╭──
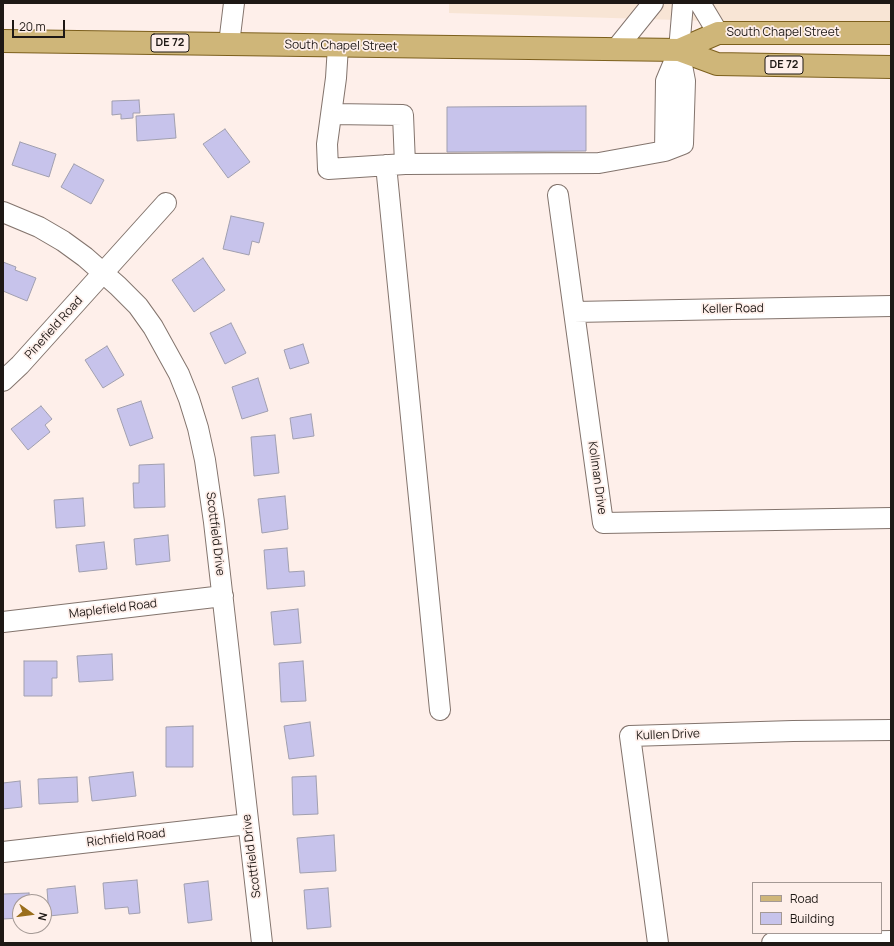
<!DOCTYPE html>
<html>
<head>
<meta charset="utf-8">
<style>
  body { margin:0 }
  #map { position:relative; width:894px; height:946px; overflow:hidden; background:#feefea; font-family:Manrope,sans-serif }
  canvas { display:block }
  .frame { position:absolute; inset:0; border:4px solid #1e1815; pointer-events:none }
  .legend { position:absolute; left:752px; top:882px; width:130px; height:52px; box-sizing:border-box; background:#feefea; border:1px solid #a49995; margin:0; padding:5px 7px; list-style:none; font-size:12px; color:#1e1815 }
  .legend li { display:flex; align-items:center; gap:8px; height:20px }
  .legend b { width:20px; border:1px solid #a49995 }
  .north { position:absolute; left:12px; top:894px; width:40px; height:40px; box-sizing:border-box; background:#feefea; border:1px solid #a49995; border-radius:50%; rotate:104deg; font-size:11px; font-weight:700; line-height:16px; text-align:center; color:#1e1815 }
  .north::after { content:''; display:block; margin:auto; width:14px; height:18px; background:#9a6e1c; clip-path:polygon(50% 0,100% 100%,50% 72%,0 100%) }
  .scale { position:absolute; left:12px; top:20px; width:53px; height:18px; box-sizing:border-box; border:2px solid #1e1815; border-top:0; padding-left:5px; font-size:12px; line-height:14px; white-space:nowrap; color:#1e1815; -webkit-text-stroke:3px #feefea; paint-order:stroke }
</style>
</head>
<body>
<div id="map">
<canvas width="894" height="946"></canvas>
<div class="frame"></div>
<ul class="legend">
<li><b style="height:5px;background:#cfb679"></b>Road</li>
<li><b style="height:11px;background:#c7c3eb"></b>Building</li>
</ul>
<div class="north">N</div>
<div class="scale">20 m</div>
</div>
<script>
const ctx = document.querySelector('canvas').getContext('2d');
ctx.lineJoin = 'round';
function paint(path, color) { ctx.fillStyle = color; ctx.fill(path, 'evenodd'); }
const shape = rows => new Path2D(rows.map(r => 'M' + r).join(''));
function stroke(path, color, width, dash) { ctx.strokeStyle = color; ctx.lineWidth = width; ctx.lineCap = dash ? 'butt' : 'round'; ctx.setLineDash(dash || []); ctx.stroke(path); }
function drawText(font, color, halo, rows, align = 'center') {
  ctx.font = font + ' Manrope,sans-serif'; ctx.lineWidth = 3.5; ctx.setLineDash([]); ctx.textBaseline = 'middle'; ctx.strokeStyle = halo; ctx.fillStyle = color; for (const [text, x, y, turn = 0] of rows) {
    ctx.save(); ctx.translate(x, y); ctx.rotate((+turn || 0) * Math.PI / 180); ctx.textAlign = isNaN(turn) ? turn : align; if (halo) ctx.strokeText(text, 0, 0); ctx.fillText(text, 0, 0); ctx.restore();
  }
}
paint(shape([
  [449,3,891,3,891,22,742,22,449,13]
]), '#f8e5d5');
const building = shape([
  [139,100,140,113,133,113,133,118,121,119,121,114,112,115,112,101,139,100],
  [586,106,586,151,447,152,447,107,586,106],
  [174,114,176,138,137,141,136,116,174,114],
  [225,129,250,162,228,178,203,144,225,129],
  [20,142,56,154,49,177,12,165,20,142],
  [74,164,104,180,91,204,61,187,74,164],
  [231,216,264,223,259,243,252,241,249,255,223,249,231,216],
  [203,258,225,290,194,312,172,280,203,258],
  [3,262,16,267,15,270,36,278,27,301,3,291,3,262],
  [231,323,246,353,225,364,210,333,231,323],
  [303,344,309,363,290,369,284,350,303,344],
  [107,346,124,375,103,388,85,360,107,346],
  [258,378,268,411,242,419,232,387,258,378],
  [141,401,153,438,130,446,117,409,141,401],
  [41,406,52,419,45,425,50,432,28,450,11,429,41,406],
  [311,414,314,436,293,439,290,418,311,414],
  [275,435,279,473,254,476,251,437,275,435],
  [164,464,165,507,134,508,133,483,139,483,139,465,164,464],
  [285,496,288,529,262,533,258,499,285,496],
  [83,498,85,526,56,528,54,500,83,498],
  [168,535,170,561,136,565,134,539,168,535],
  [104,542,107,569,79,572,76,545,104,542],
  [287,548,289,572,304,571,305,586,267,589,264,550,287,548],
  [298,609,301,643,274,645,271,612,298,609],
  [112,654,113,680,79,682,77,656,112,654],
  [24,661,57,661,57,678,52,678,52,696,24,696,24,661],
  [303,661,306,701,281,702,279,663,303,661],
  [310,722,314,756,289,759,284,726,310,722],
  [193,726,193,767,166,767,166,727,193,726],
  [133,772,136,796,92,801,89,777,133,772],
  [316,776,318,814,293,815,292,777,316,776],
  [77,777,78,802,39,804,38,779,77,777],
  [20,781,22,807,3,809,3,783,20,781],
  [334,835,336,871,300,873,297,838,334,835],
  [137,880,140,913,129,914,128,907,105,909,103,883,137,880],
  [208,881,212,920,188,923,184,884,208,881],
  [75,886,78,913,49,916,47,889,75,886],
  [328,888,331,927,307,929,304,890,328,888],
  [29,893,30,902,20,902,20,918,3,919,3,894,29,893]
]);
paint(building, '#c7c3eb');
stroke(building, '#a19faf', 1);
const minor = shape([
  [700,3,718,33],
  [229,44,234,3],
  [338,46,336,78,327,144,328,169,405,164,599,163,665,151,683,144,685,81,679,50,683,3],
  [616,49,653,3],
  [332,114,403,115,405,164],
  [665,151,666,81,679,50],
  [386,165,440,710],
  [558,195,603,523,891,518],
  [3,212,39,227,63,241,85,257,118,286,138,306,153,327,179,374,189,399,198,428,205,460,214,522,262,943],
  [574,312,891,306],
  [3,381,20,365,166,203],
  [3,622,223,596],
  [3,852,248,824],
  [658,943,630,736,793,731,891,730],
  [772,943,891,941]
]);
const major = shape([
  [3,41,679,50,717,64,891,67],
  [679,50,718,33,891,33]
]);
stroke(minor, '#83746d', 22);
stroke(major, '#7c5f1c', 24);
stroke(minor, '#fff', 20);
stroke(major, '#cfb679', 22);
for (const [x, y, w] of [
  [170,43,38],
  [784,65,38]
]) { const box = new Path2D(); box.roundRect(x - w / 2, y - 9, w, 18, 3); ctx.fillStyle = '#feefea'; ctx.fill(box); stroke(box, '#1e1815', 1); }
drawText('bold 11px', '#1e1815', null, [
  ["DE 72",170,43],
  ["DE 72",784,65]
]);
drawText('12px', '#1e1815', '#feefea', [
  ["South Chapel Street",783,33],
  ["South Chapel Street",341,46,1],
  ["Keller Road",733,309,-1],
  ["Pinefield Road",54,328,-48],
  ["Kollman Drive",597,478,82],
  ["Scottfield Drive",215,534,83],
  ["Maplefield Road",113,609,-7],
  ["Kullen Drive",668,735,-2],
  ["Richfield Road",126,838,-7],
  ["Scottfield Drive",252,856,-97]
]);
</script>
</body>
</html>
╰──
**WORK INSTRUCTIONS**
Sift the data above for lines with "strokeStyle", then copy each one.

**SOLUTION BELOW**
function stroke(path, color, width, dash) { ctx.strokeStyle = color; ctx.lineWidth = width; ctx.lineCap = dash ? 'butt' : 'round'; ctx.setLineDash(dash || []); ctx.stroke(path); }
  ctx.font = font + ' Manrope,sans-serif'; ctx.lineWidth = 3.5; ctx.setLineDash([]); ctx.textBaseline = 'middle'; ctx.strokeStyle = halo; ctx.fillStyle = color; for (const [text, x, y, turn = 0] of rows) {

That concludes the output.